Selbstreflexion – was will ich wirklich?

Über Selbstreflexion, Gespräche mit Familie, Freund/-innen und Berufs-/Studienberater/-innen kann man das berufliche Ziel eingrenzen. Helfen können dabei folgende Leitfragen:

  • Welche Aufgaben machen mir Spaß?
  • Wo liegen meine Stärken und Schwächen?
  • Für welche Themen und Branchen schlägt mein Herz?

Neben der theoretischen Beschäftigung mit der beruflichen Zukunft ist aber eins noch wichtiger: Ausprobieren!

Praktika, Werkstudententätigkeit, freie Mitarbeit, Ehrenamt, Jobben – Versuch macht klug

Eine Radiosendung zu moderieren hört sich auf den ersten Blick spannend an. Aber wie fühlt es sich an, vier Stunden am Stück in ein Mikro zu sprechen und dabei noch Dutzende von Knöpfen zu bedienen? Theorie kann praktische Erfahrung nicht ersetzen, wobei es zu Beginn kein mehrmonatiges (oft leider unbezahltes) Praktikum sein muss. Auch kurze Hospitationen, Nebenjobs und ehrenamtliche Tätigkeiten schaffen Klarheit und bauen Berufserfahrung auf. Wer neben dem Studium z. B. beim Bäcker oder im Einzelhandel arbeitet, stellt schnell fest, ob er gerne mit Menschen zusammenarbeitet. Einfach in verschiedene Bereiche hineinschnuppern!

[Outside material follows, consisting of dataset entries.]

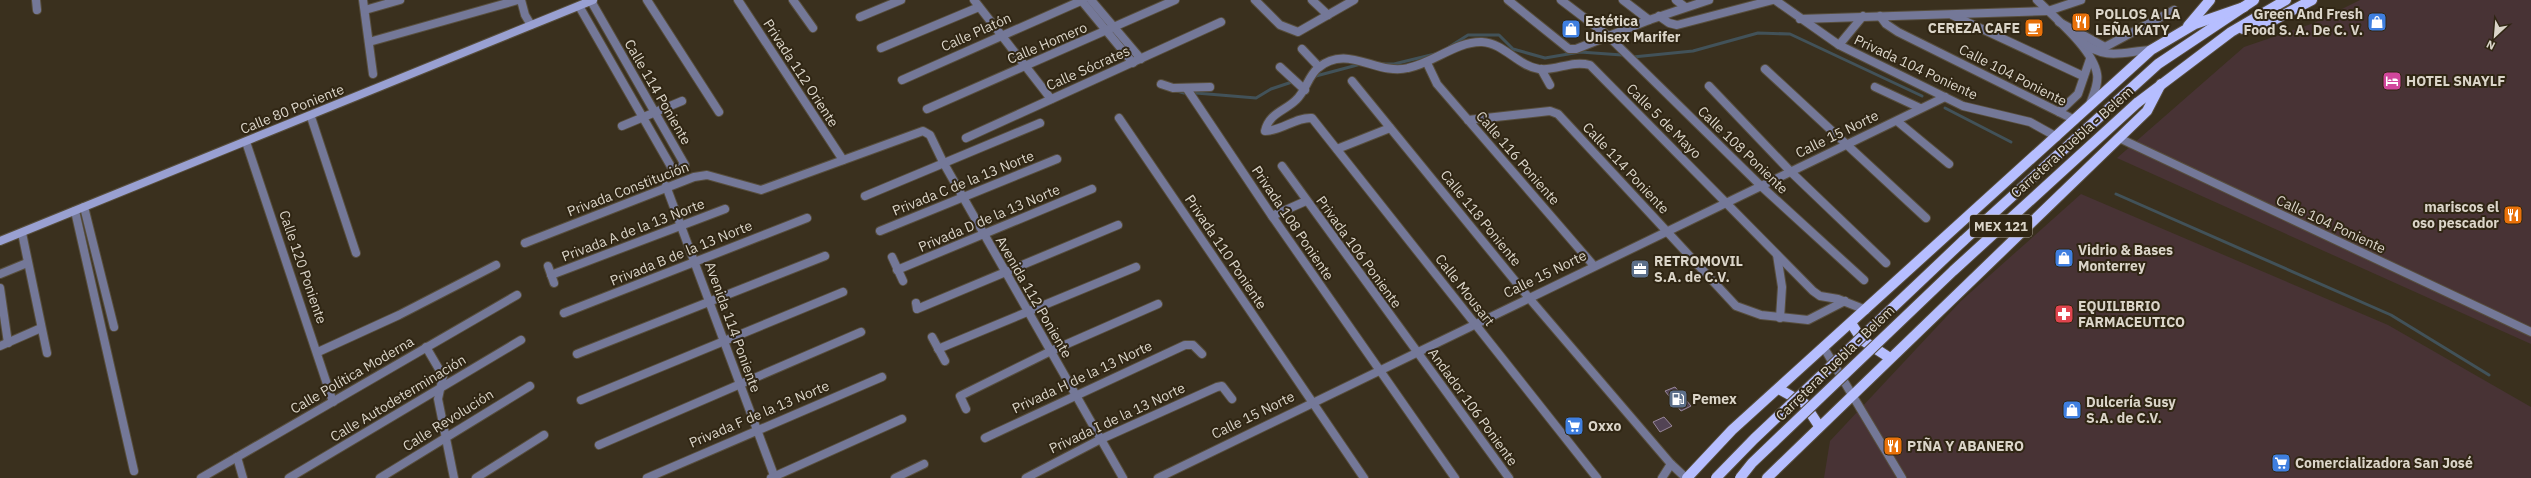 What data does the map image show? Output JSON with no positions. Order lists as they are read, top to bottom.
{
  "streets": {
    "main road": ["Carretera Puebla - Belem", "MEX 121"],
    "street": [
      "Calle Platón",
      "Calle Homero",
      "Privada 104 Poniente",
      "Calle Sócrates",
      "Privada 112 Oriente",
      "Calle 104 Poniente",
      "Calle 114 Poniente",
      "Calle 80 Poniente",
      "Calle 5 de Mayo",
      "Calle 15 Norte",
      "Calle 108 Poniente",
      "Calle 116 Poniente",
      "Privada C de la 13 Norte",
      "Privada Constitución",
      "Privada D de la 13 Norte",
      "Calle 118 Poniente",
      "Privada 108 Poniente",
      "Privada A de la 13 Norte",
      "Privada 110 Poniente",
      "Privada 106 Poniente",
      "Privada B de la 13 Norte",
      "Calle 120 Poniente",
      "Calle Mousart",
      "Avenida 112 Poniente",
      "Avenida 114 Poniente",
      "Calle Política Moderna",
      "Privada H de la 13 Norte",
      "Calle Autodeterminación",
      "Andador 106 Poniente",
      "Privada F de la 13 Norte",
      "Privada I de la 13 Norte",
      "Calle Revolución"
    ]
  },
  "crossings": [
    ["Privada 104 Poniente", "Calle 15 Norte"],
    ["Privada 112 Oriente", "Privada Constitución"],
    ["Calle 114 Poniente", "Calle 80 Poniente"],
    ["Calle 114 Poniente", "Calle 15 Norte"],
    ["Calle 114 Poniente", "Calle 116 Poniente"],
    ["Calle 80 Poniente", "Calle 120 Poniente"],
    ["Calle 5 de Mayo", "Calle 15 Norte"],
    ["Calle 15 Norte", "Calle 108 Poniente"],
    ["Calle 15 Norte", "Calle 116 Poniente"],
    ["Calle 15 Norte", "Calle 118 Poniente"],
    ["Calle 15 Norte", "Privada 108 Poniente"],
    ["Calle 15 Norte", "Privada 110 Poniente"],
    ["Calle 15 Norte", "Privada 106 Poniente"],
    ["Calle 15 Norte", "Calle Mousart"],
    ["Calle 15 Norte", "Andador 106 Poniente"],
    ["Privada C de la 13 Norte", "Avenida 112 Poniente"],
    ["Privada Constitución", "Avenida 112 Poniente"],
    ["Privada Constitución", "Avenida 114 Poniente"],
    ["Privada D de la 13 Norte", "Avenida 112 Poniente"],
    ["Privada A de la 13 Norte", "Avenida 114 Poniente"],
    ["Privada 106 Poniente", "Andador 106 Poniente"],
    ["Privada B de la 13 Norte", "Avenida 114 Poniente"],
    ["Calle 120 Poniente", "Calle Política Moderna"],
    ["Avenida 112 Poniente", "Privada H de la 13 Norte"],
    ["Avenida 112 Poniente", "Privada I de la 13 Norte"],
    ["Avenida 114 Poniente", "Privada F de la 13 Norte"]
  ],
  "places": {
    "restaurant": ["POLLOS A LA LEÑA KATY", "mariscos el oso pescador", "PIÑA Y ABANERO"],
    "shop": [
      "Green And Fresh Food S. A. De C. V.",
      "Estética Unisex Marifer",
      "Vidrio & Bases Monterrey",
      "Dulcería Susy S.A. de C.V."
    ],
    "cafe": ["CEREZA CAFE"],
    "hotel": ["HOTEL SNAYLF"],
    "office": ["RETROMOVIL S.A. de C.V."],
    "pharmacy": ["EQUILIBRIO FARMACEUTICO"],
    "fuel station": ["Pemex"],
    "supermarket": ["Oxxo", "Comercializadora San José"]
  },
  "north": "bottom left"
}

Networking – Ein Netzwerk aufbauen

Über Praktika, Nebenjobs, Ehrenamt und andere Tätigkeiten lernt man unterschiedliche Menschen kennen – Kolleg/-innen, Personaler/-innen, potenzielle Chef/-innen. Dadurch baut man automatisch ein Netzwerk auf, das man u.a. auch digital über XING pflegen kann. Networking zahlt sich oft aus, denn manchmal kennt jemand jemanden, bei dem gerade eine Stelle frei wird …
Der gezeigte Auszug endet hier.